03 cifar pipeline #9

philswatton · 2022-12-09T15:46:47Z

This pull request adds:

PyTorch, torchvision dependencies for macos (assumes M1). Raised issue System Dependencies for PyTorch (or TensorFlow) #8 to highlight this
scikit-learn dependency
a slightly adjusted CIFAR-10 datamodule. this adds some functionality to the core pl_bolts one:
- 'drop' parameter in class init method
- dataloader will use drop to drop that % from each class.
- a function allowing the drop parameter to be easily modified.

jack89roberts

Nice! I've added a couple of comments, mostly minor Python-style things.

And a general ARC code-style thing to discuss separately: Maybe we should have recommended ARC styles for docstrings and type hints? E.g. I like type-hints in function definitions but personally tend not to go as far as things like *args: Any or -> None.

src/modsim2/data/loader.py

jack89roberts · 2022-12-09T16:58:19Z

src/modsim2/data/loader.py

+            index, _ = train_test_split(
+                self.dataset_train.indices,
+                test_size=self.drop,
+                stratify=labels,
+                random_state=self.seed,
+            )


Are you likely to need the indices of the dropped rows for anything later? You could figure it out from the remaining ones that are kept but might make your life easier to store them here somehow if you might need them.

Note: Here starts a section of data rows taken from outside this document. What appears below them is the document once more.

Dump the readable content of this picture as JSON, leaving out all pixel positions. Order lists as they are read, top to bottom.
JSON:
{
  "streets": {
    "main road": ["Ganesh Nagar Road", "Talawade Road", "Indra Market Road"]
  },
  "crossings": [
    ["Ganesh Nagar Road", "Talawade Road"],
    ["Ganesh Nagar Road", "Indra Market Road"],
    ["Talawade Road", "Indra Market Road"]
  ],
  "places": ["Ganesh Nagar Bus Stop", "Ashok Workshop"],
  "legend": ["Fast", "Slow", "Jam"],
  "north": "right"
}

Also, if this function will be called multiple times from the same script you'd need to be wary that the random seed will always have the same value (unless you change self.seed between calls).

I don't think we will need them later - we just need a certain % to be dropped via the dataloader in a consistent way

I did the seed bit intentionally - the idea is that given a certain seed, you can create the same datasets A and B but then set one to drop a % of the training data. My understanding in this case is we would want that stage to then be replicable

Definitely want them to be replicable 🙂

It was more a general comment than a suggestion to change anything, just that doing the below will give identical A and B, so in a situation where you want A and B to have different indices dropped you'd need to create a new instance of the class (or change the implementation):

cifar = CIFAR10DataModulePlus(drop=0.2, seed=123) A = cifar.train_dataloader() B = cifar.train_dataloader() # A and B are identical

That's the next case to implement and I guess will require either a new class or refactoring of this one. Here though the idea is to have A and B be identical except for dropping some examples from one but not both of them

I think I'm ok with A and B being separate instances of CIFAR10DataModulePlus rather than separate calls to the train_dataloder.

A = CIFAR10DataModulePlus(drop=0.0, seed=123) # could just use CIFAR10DataModule, of course! B = CIFAR10DataModulePlus(drop=0.2, seed=123)

It wouldn't be the most efficient if you needed to hold A and B in memory together but you should only need one at a time for our experiments.

jack89roberts · 2022-12-09T17:09:48Z

Also, maybe a good opportunity to try to add a test for this?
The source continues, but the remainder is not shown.